| WORK INSTRUCTION |
Look through the records that follow. Copy every line containing the word "hidden".

| DATASET ENTRIES |
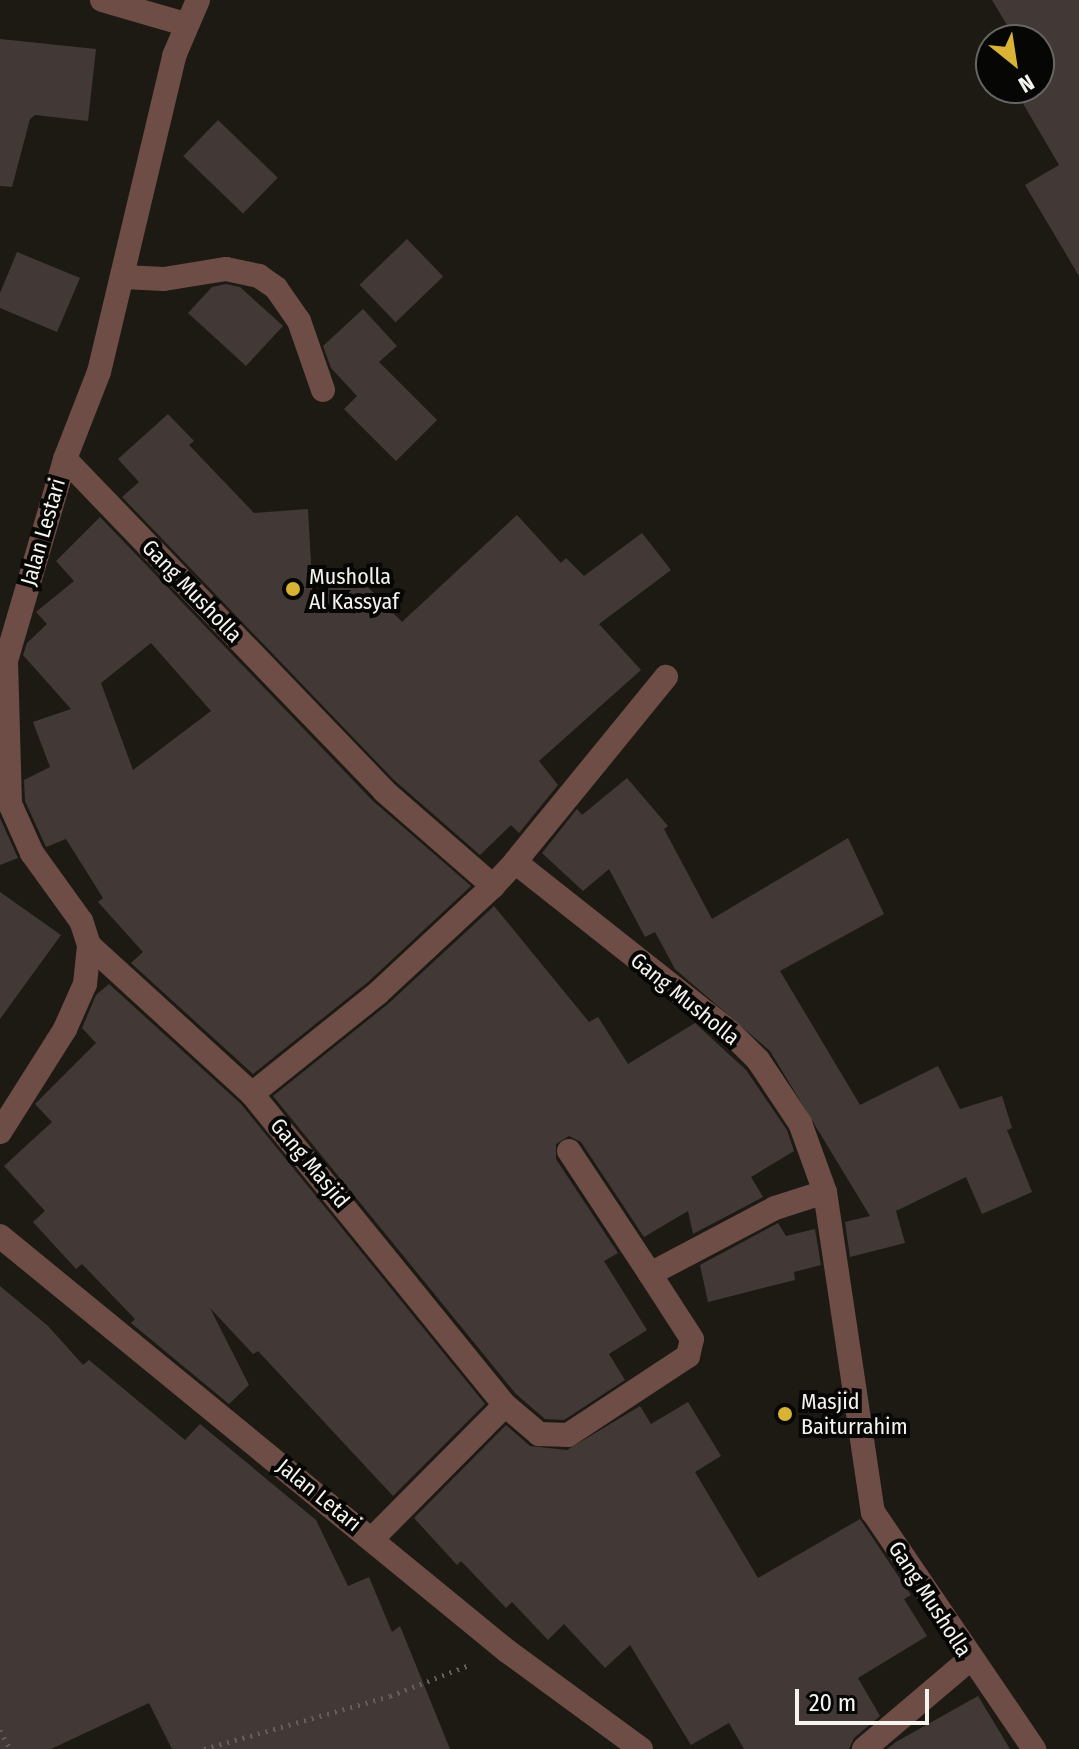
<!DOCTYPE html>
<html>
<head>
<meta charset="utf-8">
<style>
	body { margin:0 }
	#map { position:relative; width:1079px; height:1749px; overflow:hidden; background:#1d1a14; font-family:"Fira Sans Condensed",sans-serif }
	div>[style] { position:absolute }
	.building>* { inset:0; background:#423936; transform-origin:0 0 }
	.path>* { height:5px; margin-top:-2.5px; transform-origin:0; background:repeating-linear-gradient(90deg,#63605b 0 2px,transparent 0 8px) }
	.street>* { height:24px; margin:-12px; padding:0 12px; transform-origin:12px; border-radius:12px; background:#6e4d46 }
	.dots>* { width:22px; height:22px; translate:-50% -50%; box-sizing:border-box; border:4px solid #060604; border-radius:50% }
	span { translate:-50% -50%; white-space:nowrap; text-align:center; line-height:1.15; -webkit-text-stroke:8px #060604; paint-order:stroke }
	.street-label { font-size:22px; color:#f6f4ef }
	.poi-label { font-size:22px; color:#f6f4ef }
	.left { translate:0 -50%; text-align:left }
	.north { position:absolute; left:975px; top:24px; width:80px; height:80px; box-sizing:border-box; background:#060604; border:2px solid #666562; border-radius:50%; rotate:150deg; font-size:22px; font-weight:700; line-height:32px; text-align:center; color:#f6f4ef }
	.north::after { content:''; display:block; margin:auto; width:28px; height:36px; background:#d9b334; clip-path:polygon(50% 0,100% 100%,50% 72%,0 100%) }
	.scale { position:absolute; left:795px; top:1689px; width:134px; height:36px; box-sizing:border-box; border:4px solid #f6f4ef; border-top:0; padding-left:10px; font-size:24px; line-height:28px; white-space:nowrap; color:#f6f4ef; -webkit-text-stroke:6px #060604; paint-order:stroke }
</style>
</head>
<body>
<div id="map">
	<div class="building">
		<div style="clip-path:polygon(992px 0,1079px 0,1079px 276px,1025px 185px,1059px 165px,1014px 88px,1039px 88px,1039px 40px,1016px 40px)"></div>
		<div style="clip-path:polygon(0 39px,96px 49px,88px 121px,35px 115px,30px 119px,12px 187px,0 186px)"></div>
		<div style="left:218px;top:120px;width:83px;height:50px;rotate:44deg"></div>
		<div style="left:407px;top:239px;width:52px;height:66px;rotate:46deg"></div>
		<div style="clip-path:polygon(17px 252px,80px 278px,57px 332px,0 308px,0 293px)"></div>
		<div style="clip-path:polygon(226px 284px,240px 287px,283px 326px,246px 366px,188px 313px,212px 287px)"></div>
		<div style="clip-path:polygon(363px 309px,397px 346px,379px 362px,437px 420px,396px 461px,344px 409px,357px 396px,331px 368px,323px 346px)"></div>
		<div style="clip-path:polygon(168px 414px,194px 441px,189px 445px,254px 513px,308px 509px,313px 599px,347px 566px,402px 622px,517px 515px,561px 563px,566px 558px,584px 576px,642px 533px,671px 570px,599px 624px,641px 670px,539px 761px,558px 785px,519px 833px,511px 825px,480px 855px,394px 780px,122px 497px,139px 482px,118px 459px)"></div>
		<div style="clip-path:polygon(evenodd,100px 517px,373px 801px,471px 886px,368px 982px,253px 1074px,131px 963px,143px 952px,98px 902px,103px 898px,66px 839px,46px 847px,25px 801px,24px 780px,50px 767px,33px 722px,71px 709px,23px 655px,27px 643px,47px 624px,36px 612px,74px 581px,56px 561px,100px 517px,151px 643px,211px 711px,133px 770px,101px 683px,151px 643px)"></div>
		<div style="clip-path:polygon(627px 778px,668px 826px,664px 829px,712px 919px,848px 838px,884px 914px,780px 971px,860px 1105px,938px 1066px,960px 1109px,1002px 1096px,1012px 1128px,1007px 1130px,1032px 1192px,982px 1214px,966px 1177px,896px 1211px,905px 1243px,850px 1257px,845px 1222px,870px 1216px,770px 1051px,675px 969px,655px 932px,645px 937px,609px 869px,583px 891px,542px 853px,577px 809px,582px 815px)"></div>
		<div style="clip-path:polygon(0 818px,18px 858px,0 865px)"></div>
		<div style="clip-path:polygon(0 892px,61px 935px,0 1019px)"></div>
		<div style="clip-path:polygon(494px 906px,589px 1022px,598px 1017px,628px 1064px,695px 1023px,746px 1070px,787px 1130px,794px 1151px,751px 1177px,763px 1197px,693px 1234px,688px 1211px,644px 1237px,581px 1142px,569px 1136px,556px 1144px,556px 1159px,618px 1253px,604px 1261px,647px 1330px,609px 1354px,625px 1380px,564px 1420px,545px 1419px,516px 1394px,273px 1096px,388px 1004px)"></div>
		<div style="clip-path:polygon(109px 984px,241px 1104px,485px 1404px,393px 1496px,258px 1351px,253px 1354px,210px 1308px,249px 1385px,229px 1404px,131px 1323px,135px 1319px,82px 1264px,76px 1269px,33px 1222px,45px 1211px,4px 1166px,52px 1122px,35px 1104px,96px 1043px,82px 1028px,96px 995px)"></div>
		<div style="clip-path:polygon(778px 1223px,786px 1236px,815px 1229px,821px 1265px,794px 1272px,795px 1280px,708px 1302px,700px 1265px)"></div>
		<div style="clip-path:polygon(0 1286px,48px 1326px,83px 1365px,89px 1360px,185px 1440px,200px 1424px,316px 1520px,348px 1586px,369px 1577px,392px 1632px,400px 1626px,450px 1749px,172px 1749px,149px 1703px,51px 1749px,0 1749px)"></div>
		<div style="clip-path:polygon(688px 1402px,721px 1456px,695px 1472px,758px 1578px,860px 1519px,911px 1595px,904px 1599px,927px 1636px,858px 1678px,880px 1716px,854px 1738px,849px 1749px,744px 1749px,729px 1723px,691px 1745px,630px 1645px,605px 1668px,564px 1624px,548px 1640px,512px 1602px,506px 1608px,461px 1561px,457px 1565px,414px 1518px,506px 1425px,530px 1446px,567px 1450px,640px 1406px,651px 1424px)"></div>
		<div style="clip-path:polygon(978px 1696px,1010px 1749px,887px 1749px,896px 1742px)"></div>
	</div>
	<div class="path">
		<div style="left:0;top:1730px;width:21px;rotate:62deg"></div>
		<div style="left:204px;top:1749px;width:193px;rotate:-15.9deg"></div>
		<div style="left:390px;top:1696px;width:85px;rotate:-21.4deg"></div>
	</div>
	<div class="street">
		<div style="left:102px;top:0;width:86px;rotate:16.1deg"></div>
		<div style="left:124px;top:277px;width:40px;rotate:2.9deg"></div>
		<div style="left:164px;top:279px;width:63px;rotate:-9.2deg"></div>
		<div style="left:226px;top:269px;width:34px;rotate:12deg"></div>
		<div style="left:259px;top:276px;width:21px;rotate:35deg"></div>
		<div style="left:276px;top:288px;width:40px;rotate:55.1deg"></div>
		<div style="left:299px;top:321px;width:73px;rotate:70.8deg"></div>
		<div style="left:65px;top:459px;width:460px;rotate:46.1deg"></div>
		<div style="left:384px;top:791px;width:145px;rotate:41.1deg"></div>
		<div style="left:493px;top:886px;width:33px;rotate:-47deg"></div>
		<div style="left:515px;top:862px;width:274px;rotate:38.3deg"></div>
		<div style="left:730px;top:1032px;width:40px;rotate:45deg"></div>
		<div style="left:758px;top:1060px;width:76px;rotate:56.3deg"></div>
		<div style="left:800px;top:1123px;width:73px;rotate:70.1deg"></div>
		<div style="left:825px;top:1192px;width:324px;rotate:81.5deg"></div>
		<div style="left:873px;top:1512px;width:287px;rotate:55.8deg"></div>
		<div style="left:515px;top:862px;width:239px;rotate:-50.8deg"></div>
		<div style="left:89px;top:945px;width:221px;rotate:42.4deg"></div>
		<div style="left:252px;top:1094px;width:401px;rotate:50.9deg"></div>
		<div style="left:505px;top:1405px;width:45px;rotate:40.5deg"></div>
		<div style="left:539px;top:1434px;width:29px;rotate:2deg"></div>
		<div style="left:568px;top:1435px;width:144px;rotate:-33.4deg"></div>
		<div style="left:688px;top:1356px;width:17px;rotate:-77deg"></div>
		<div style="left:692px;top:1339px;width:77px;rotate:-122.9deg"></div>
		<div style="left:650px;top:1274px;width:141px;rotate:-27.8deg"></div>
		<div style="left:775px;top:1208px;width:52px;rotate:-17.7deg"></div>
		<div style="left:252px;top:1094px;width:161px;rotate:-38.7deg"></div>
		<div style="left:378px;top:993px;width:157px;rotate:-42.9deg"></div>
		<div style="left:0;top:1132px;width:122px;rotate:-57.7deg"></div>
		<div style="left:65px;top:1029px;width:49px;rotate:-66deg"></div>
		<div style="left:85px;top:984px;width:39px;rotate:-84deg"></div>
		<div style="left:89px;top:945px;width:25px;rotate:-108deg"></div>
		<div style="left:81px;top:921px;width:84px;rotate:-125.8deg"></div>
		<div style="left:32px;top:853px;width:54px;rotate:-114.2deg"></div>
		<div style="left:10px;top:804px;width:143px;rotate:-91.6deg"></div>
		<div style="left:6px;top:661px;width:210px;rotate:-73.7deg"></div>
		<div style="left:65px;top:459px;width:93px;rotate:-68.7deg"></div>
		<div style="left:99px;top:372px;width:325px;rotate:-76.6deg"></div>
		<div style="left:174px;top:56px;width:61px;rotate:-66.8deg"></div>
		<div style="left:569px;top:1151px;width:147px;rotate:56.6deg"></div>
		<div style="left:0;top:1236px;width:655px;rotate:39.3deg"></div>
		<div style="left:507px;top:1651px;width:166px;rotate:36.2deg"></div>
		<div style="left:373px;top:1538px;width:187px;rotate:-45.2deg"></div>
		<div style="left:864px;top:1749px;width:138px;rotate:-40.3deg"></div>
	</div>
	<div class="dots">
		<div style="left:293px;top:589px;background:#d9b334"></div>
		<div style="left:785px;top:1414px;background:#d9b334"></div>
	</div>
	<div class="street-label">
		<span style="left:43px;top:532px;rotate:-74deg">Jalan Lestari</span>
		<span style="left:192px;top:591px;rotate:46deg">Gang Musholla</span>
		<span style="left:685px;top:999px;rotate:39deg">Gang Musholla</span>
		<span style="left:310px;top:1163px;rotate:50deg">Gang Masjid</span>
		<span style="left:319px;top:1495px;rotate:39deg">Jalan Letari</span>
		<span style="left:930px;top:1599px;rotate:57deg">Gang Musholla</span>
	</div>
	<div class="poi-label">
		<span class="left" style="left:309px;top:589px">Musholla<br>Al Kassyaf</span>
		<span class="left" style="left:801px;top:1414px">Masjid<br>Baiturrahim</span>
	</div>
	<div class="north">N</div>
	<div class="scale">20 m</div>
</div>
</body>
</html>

--

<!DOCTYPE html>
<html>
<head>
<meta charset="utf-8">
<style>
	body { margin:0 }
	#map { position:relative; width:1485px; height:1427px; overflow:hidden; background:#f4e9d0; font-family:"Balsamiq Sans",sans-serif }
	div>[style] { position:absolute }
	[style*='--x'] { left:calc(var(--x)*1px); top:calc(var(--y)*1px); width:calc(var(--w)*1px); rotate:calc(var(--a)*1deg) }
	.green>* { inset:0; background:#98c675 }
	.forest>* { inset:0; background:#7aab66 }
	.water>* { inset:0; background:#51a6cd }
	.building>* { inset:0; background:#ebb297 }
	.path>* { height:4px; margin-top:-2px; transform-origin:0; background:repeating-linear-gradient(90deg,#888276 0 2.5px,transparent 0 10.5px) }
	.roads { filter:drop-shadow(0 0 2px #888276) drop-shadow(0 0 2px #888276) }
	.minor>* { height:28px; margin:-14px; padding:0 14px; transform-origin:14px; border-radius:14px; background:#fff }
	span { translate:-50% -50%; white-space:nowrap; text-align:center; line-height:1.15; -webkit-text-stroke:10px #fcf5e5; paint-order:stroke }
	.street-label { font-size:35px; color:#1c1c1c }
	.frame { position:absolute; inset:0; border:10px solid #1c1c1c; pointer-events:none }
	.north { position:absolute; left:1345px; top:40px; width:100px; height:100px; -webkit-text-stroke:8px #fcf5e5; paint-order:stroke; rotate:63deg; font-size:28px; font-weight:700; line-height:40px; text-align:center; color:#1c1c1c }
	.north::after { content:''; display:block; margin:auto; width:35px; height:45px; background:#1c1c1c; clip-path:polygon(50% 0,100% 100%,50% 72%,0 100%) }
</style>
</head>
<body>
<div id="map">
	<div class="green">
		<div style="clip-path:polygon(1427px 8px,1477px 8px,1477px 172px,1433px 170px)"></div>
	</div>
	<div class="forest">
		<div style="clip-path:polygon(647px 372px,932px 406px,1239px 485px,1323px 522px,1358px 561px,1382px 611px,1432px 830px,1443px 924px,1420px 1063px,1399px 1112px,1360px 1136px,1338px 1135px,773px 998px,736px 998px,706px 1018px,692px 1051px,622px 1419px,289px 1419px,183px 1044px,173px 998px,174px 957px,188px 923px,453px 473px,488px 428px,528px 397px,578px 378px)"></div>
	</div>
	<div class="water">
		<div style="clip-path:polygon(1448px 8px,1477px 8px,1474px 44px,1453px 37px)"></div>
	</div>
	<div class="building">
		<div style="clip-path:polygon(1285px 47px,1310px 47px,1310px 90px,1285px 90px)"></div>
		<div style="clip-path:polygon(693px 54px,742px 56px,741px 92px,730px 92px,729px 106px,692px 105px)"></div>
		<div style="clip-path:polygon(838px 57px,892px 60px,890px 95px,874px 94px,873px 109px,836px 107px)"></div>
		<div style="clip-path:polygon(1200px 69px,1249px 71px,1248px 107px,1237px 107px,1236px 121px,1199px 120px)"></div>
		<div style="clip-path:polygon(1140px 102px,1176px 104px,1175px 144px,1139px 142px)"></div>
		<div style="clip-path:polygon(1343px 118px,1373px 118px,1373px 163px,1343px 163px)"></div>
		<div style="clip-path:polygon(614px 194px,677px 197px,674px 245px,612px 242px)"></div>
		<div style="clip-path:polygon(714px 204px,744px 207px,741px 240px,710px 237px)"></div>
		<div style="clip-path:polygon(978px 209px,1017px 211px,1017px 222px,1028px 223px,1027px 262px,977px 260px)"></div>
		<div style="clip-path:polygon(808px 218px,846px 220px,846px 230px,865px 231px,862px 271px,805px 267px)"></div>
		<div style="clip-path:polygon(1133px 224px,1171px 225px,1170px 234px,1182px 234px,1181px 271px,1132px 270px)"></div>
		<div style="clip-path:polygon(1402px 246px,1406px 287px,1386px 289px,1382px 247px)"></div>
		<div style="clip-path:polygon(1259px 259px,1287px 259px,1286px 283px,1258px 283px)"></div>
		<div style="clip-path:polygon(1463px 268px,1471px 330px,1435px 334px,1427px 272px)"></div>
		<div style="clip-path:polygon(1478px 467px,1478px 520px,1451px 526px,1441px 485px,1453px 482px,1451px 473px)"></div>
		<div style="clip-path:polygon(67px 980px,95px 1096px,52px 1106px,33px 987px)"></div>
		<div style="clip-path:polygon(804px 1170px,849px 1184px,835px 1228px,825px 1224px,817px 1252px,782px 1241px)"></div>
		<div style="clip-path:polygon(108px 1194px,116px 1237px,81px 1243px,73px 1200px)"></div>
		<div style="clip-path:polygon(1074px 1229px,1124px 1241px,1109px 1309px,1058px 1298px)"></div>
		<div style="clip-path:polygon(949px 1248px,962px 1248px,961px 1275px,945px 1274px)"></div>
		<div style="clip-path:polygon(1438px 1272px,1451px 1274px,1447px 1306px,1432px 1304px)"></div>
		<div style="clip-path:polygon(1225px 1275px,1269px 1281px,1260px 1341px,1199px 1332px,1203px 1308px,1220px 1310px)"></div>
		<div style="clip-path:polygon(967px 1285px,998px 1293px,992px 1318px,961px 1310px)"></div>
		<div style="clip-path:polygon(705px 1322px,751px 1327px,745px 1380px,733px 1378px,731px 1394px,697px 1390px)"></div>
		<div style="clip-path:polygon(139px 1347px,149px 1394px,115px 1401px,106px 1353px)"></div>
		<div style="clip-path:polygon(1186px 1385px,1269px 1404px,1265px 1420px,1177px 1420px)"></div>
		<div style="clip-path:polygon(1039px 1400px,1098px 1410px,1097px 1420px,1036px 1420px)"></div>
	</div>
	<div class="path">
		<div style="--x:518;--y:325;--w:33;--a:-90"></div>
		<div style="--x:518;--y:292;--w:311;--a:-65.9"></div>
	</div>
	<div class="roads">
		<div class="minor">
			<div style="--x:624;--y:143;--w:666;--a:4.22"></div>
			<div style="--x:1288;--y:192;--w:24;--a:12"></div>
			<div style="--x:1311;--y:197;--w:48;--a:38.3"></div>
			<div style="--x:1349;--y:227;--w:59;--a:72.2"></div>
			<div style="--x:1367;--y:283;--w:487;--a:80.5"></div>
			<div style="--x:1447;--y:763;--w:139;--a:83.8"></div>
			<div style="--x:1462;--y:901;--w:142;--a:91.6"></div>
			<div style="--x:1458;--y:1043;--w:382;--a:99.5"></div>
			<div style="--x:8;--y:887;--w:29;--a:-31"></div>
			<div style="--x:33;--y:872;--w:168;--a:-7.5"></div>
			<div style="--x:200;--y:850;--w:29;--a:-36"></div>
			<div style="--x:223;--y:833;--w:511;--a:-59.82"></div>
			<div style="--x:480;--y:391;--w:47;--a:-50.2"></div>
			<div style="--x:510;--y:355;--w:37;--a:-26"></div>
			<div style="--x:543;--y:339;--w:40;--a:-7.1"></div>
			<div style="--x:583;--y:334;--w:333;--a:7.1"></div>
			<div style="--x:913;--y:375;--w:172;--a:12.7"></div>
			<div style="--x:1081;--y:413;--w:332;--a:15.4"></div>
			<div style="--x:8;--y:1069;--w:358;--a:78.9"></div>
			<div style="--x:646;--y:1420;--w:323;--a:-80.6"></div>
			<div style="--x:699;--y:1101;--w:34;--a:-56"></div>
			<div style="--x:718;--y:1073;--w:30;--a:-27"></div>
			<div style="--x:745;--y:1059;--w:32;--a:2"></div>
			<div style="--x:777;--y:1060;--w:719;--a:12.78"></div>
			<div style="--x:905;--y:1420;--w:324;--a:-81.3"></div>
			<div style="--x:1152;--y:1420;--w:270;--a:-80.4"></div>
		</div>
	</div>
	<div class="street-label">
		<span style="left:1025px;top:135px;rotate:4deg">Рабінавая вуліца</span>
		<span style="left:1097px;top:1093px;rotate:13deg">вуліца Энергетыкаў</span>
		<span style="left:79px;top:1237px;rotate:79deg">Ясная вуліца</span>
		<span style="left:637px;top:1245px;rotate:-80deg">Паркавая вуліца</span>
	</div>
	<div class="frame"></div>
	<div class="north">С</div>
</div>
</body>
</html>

| RESULT OF THIS TASK |
	#map { position:relative; width:1079px; height:1749px; overflow:hidden; background:#1d1a14; font-family:"Fira Sans Condensed",sans-serif }
	#map { position:relative; width:1485px; height:1427px; overflow:hidden; background:#f4e9d0; font-family:"Balsamiq Sans",sans-serif }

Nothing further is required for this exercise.